As mentioned above, we ran into issues around copyright/cultural permissions when it came to uploading copies of the Records to Wikimedia. However, we will continue this as part of our longer term work uploading this content to the Biodiversity Heritage Library.In terms of the content of the records, we found that there was less useful information contained in articles written before 1979. Information in these articles tend to be out of date or superseded by later research.

Our in-person events were affected by the COVID lockdown we had in Auckland in February, however we rescheduled these for May.

The one area that we struggled with was around data round-tripping. A problem with a project of this nature is that there isn't a lot of data to bring back from Wikimedia/Wikipedia at this stage. Round tripping would potentially be more useful with collection images (ie getting Wikidata depicts) information, or pulling through biographical information from Wikipedia, which some GLAMs have started doing. In lieu of this we have prepared a case study on the process of creating Wikipedia articles with information from the Records, and have also put together some how-tos/instructions which will be uploaded to Wikimedia.

  • What would you do differently next time?
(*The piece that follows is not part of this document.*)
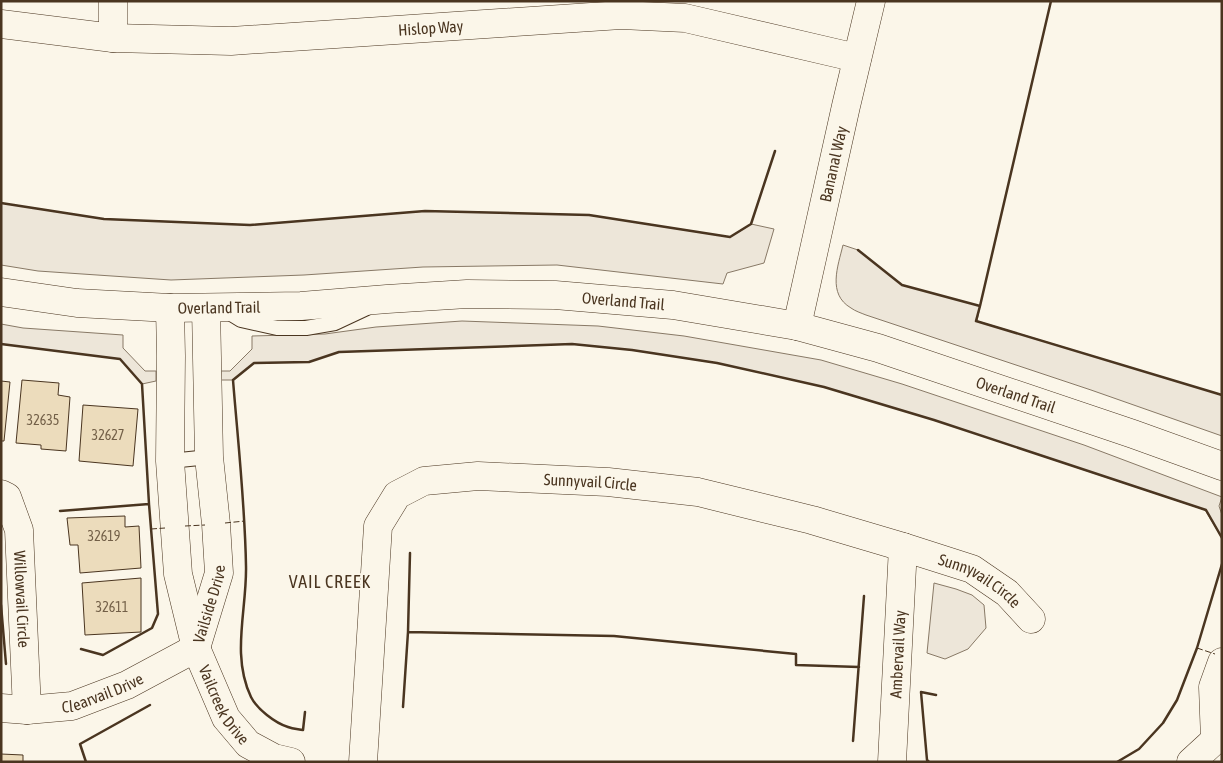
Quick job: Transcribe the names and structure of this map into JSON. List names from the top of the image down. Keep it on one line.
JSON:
{"streets":{"street":["Hislop Way","Bananal Way","Overland Trail","Sunnyvail Circle","Willowvail Circle","Vailside Drive","Ambervail Way","Clearvail Drive","Vailcreek Drive"]},"crossings":[["Hislop Way","Bananal Way"],["Bananal Way","Overland Trail"],["Overland Trail","Vailside Drive"],["Sunnyvail Circle","Ambervail Way"],["Willowvail Circle","Clearvail Drive"],["Vailside Drive","Clearvail Drive"],["Vailside Drive","Vailcreek Drive"],["Clearvail Drive","Vailcreek Drive"]],"districts":["VAIL CREEK"],"house_numbers":["32635","32627","32619","32611"]}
We are generally happy with how the project progressed, as we achieved most of our goals. One area to do differently would have given more time to thinking about what data-tripping would look like in this sort of project.

Finances[edit]

Grant funds spent[edit]

Please describe how much grant money you spent for approved expenses, and tell us what you spent it on.

$10,924 - WiR salary
$181 - Morning tea/lunch - Meetup 1 May
$482 - Catering - Workshop 21 May
$11,587 - total funds spent

Remaining funds[edit]

Do you have any remaining grant funds?

$1413 remaining

After discussion with WMF administrators we have agreed to spend part of the remaining money on translation of a blog post about the project into te reo Māori on Diff, the Wikimedia Blog ($413), and transfer the remaining funds ($1000) to the organisers of the 2021 Auckland Wikicon.


Anything else[edit]

Anything else you want to share about your project?

Thanks to Wikicite and the WIkimedia Foundation for providing this funding. We have appreciated the opportunity to make the Museum's research more accessible, as well as growing our engagement with the local Wikimedia community. We're hoping to build on the momentum and goodwill that this project has enabled, both within the Museum, the local GLAM sector and Wikipedia editing community, by continuing to host regular meetups in the Museum library, as well as sharing our work at the upcoming Wikicon and other relevant events.